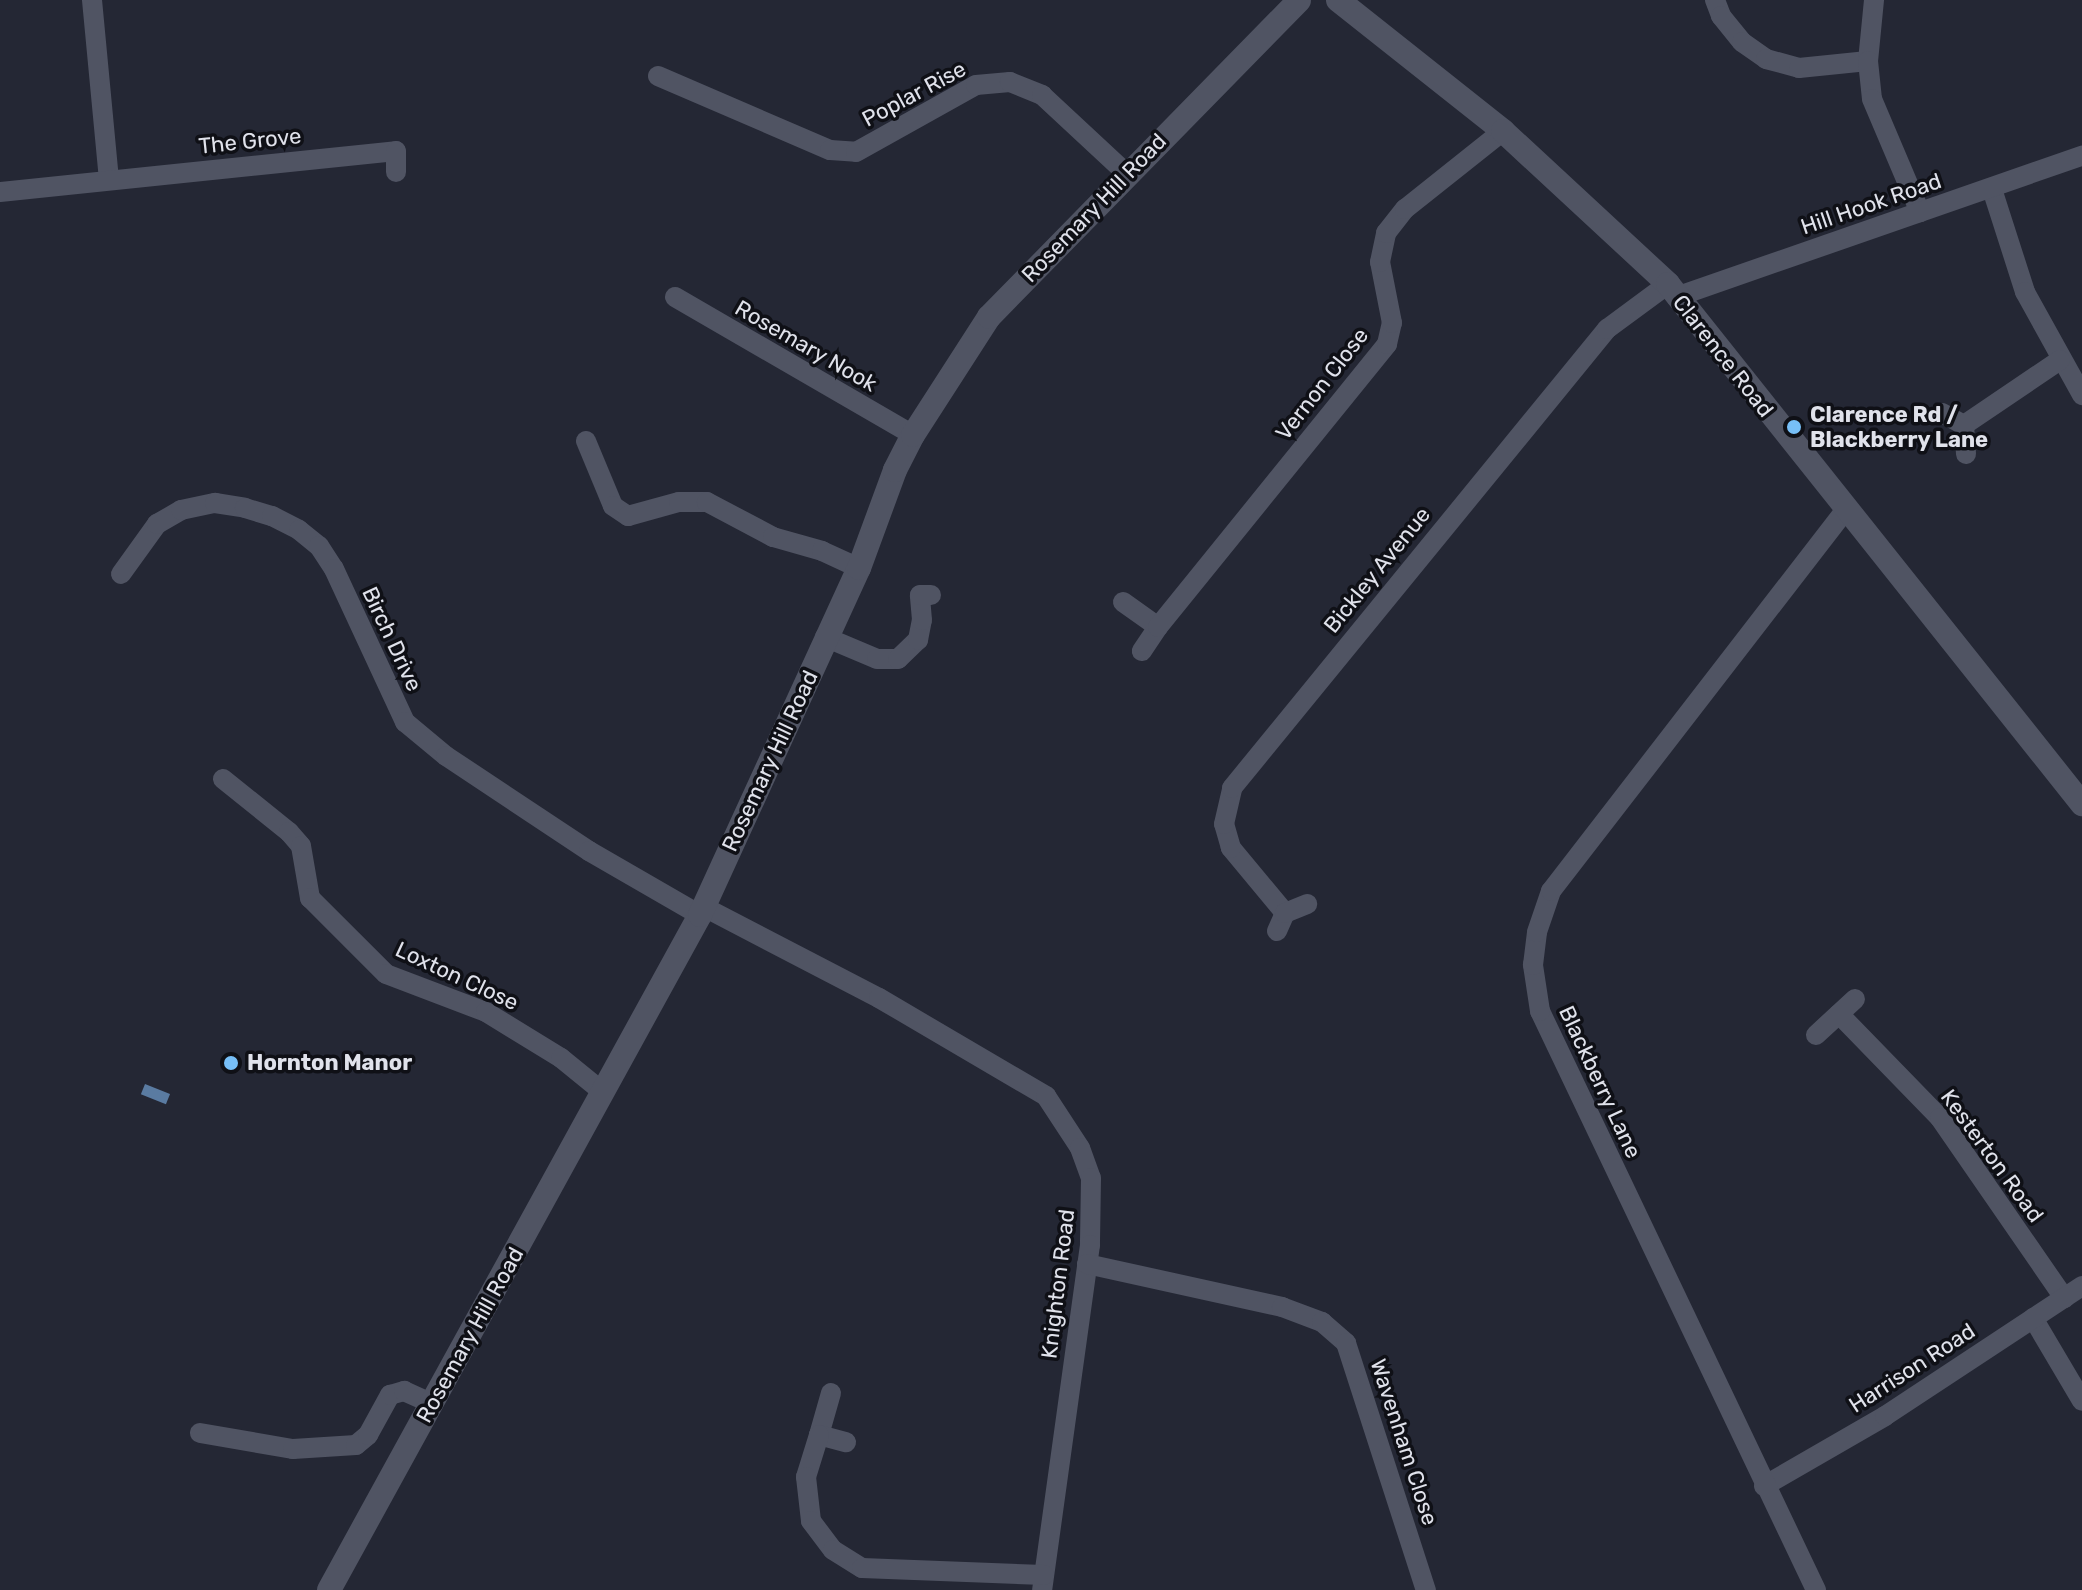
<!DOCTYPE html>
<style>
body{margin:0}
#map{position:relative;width:2082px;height:1590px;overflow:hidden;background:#242734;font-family:Rubik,sans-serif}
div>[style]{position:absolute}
.water>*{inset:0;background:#5a7ba1;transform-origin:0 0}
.street>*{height:20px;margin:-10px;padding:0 10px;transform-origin:10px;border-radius:10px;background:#505463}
.secondary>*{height:24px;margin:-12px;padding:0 12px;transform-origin:12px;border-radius:12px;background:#505463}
.dots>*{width:22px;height:22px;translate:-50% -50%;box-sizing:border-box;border:4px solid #0f1016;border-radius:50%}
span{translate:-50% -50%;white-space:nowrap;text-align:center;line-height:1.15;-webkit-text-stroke:7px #0f1016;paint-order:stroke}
.street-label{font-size:22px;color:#e0e2eb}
.poi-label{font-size:22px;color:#e0e2eb;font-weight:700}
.left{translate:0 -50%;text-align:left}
</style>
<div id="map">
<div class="water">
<div style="left:145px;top:1084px;width:27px;height:11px;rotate:22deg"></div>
</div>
<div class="street">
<div style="left:92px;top:0;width:180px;rotate:84.6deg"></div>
<div style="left:1715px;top:0;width:17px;rotate:69deg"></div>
<div style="left:1721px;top:16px;width:33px;rotate:51deg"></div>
<div style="left:1742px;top:42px;width:29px;rotate:35deg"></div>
<div style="left:1766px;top:59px;width:34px;rotate:15deg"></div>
<div style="left:1799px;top:68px;width:69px;rotate:-5.8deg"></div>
<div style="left:1874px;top:0;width:61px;rotate:95.6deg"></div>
<div style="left:1868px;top:61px;width:38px;rotate:84deg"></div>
<div style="left:1872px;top:99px;width:123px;rotate:67deg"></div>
<div style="left:658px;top:76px;width:187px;rotate:23.3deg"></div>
<div style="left:830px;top:150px;width:26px;rotate:4deg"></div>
<div style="left:856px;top:152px;width:137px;rotate:-29.2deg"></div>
<div style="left:976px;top:85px;width:34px;rotate:-5deg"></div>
<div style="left:1010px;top:82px;width:35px;rotate:22deg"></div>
<div style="left:1042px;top:95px;width:116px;rotate:42.9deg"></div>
<div style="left:1992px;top:189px;width:108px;rotate:72.2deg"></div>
<div style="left:2025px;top:292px;width:118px;rotate:61deg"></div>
<div style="left:0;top:192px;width:398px;rotate:-5.9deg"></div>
<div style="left:396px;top:151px;width:21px;rotate:90deg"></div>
<div style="left:675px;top:297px;width:275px;rotate:30.1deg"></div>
<div style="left:1676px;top:297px;width:430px;rotate:-19.2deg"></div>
<div style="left:1942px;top:413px;width:25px;rotate:29deg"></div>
<div style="left:1964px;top:425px;width:29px;rotate:86deg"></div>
<div style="left:1964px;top:425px;width:116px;rotate:-34.1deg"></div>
<div style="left:586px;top:441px;width:70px;rotate:67.4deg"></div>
<div style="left:613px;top:506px;width:18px;rotate:34deg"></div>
<div style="left:628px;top:516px;width:53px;rotate:-15.4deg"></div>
<div style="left:679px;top:502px;width:28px"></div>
<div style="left:707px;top:502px;width:75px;rotate:27.9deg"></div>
<div style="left:773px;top:537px;width:51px;rotate:15.9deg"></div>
<div style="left:822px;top:551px;width:41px;rotate:24.7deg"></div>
<div style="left:121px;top:574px;width:62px;rotate:-54.2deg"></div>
<div style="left:157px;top:524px;width:28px;rotate:-30deg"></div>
<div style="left:181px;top:510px;width:35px;rotate:-12deg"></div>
<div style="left:215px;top:503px;width:30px;rotate:9deg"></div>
<div style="left:245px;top:508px;width:28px;rotate:17deg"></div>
<div style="left:272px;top:516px;width:30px;rotate:27deg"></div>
<div style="left:299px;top:530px;width:26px;rotate:39deg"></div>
<div style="left:319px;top:546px;width:27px;rotate:57deg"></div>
<div style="left:334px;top:569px;width:169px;rotate:65.1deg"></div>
<div style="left:405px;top:722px;width:53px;rotate:39.7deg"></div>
<div style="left:446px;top:756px;width:172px;rotate:33.6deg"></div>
<div style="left:589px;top:851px;width:128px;rotate:30deg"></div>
<div style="left:1123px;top:602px;width:43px;rotate:35.5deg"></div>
<div style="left:1158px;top:627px;width:29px;rotate:124deg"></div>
<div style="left:1158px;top:627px;width:364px;rotate:-51deg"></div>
<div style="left:1387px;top:344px;width:22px;rotate:-77deg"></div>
<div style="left:1392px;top:323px;width:62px;rotate:-101.1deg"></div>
<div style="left:1380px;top:262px;width:30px;rotate:-78deg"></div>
<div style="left:1386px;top:233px;width:31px;rotate:-52deg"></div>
<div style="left:1405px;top:209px;width:125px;rotate:-38.5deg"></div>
<div style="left:825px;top:637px;width:56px;rotate:22.9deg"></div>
<div style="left:877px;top:659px;width:21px"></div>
<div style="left:898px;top:659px;width:28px;rotate:-44deg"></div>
<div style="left:918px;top:640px;width:20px;rotate:-79deg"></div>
<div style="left:922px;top:620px;width:25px;rotate:-95deg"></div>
<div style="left:920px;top:595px;width:11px"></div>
<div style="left:223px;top:779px;width:85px;rotate:38.8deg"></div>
<div style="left:289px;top:832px;width:18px;rotate:49deg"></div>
<div style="left:301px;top:846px;width:53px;rotate:80.2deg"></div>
<div style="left:310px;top:898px;width:107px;rotate:45deg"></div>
<div style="left:386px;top:974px;width:107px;rotate:20.8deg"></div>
<div style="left:486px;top:1012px;width:88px;rotate:31.5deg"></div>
<div style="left:561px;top:1058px;width:55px;rotate:39.1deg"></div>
<div style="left:704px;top:907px;width:197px;rotate:27.5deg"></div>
<div style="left:879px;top:998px;width:194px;rotate:30.4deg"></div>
<div style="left:1046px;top:1096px;width:62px;rotate:56.8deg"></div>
<div style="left:1080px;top:1148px;width:32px;rotate:70deg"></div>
<div style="left:1091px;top:1178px;width:67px;rotate:90.9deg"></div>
<div style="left:1090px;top:1245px;width:348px;rotate:97.9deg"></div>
<div style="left:1285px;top:913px;width:85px;rotate:-129.7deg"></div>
<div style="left:1231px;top:848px;width:25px;rotate:-106deg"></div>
<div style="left:1224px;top:824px;width:37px;rotate:-77deg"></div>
<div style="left:1232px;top:788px;width:593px;rotate:-50.75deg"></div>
<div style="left:1607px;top:329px;width:76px;rotate:-36.4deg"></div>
<div style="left:1277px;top:931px;width:20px;rotate:-66deg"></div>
<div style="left:1285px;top:913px;width:24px;rotate:-22deg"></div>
<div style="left:1839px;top:1014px;width:145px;rotate:45.8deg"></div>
<div style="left:1940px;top:1118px;width:219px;rotate:55.4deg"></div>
<div style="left:1816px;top:1035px;width:53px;rotate:-42.7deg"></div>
<div style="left:1087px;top:1264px;width:200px;rotate:12.4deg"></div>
<div style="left:1282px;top:1307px;width:43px;rotate:20.6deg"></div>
<div style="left:1322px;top:1322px;width:32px;rotate:41deg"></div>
<div style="left:1346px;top:1343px;width:260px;rotate:72.1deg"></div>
<div style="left:2033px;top:1318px;width:96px;rotate:59.4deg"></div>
<div style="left:831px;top:1393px;width:44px;rotate:105.9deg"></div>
<div style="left:819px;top:1435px;width:28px;rotate:15deg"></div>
<div style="left:200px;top:1433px;width:94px;rotate:9.8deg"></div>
<div style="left:293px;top:1449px;width:63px;rotate:-3.6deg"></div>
<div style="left:356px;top:1445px;width:16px;rotate:-40deg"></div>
<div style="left:368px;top:1435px;width:46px;rotate:-61.2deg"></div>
<div style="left:390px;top:1395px;width:15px;rotate:-16deg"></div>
<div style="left:404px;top:1391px;width:32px;rotate:24deg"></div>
<div style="left:819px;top:1435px;width:44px;rotate:107.2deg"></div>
<div style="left:806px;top:1477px;width:44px;rotate:83.5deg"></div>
<div style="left:811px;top:1521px;width:36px;rotate:53deg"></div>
<div style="left:833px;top:1550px;width:34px;rotate:32deg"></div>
<div style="left:862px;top:1568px;width:182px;rotate:2.2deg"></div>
<div style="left:1764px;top:1486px;width:140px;rotate:-30deg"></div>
<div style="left:1885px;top:1416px;width:236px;rotate:-33.4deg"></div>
<div style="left:1816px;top:1590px;width:641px;rotate:-115.49deg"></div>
<div style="left:1540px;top:1011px;width:47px;rotate:-98.7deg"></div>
<div style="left:1533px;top:965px;width:33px;rotate:-83deg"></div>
<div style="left:1537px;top:932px;width:43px;rotate:-71.1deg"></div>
<div style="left:1551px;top:891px;width:482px;rotate:-52.3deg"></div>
</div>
<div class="secondary">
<div style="left:1338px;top:0;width:211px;rotate:38.4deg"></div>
<div style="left:1503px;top:131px;width:225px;rotate:42.8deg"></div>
<div style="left:1668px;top:284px;width:665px;rotate:51.47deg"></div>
<div style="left:329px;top:1590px;width:770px;rotate:-61.21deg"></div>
<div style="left:700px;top:915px;width:382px;rotate:-65.4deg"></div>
<div style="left:859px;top:568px;width:104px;rotate:-69.8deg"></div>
<div style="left:895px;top:470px;width:39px;rotate:-63deg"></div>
<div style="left:913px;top:435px;width:140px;rotate:-57.2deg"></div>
<div style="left:989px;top:317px;width:443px;rotate:-45.6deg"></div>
</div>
<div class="dots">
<div style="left:1794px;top:427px;background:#77bff7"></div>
<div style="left:231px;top:1063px;background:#77bff7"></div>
</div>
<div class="street-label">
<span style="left:914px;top:94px;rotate:-28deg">Poplar Rise</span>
<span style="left:250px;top:141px;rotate:-6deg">The Grove</span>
<span style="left:1871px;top:204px;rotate:-19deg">Hill Hook Road</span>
<span style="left:1094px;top:208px;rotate:-46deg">Rosemary Hill Road</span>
<span style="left:806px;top:346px;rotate:30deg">Rosemary Nook</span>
<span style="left:1723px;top:356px;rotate:52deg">Clarence Road</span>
<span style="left:1322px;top:384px;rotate:-52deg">Vernon Close</span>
<span style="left:1377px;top:570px;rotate:-51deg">Bickley Avenue</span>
<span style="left:392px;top:639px;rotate:65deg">Birch Drive</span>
<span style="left:770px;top:761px;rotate:-65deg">Rosemary Hill Road</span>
<span style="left:457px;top:976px;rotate:25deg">Loxton Close</span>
<span style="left:1600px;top:1082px;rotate:65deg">Blackberry Lane</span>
<span style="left:1992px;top:1156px;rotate:54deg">Kesterton Road</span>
<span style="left:1058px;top:1284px;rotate:-83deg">Knighton Road</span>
<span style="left:470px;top:1335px;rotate:-61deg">Rosemary Hill Road</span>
<span style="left:1912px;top:1368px;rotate:-33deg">Harrison Road</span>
<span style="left:1404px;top:1442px;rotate:72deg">Wavenham Close</span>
</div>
<div class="poi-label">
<span class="left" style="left:1810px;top:427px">Clarence Rd /<br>Blackberry Lane</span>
<span class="left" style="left:247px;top:1063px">Hornton Manor</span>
</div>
</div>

■ **TASK STATEMENT**
Having found the line with "Rd /<br>Blackberry Lane</span>", please set it down along with every line after it through the end of the material above, exactly and with nothing added.

■ **REPLY TO THE EXERCISE**
<span class="left" style="left:1810px;top:427px">Clarence Rd /<br>Blackberry Lane</span>
<span class="left" style="left:247px;top:1063px">Hornton Manor</span>
</div>
</div>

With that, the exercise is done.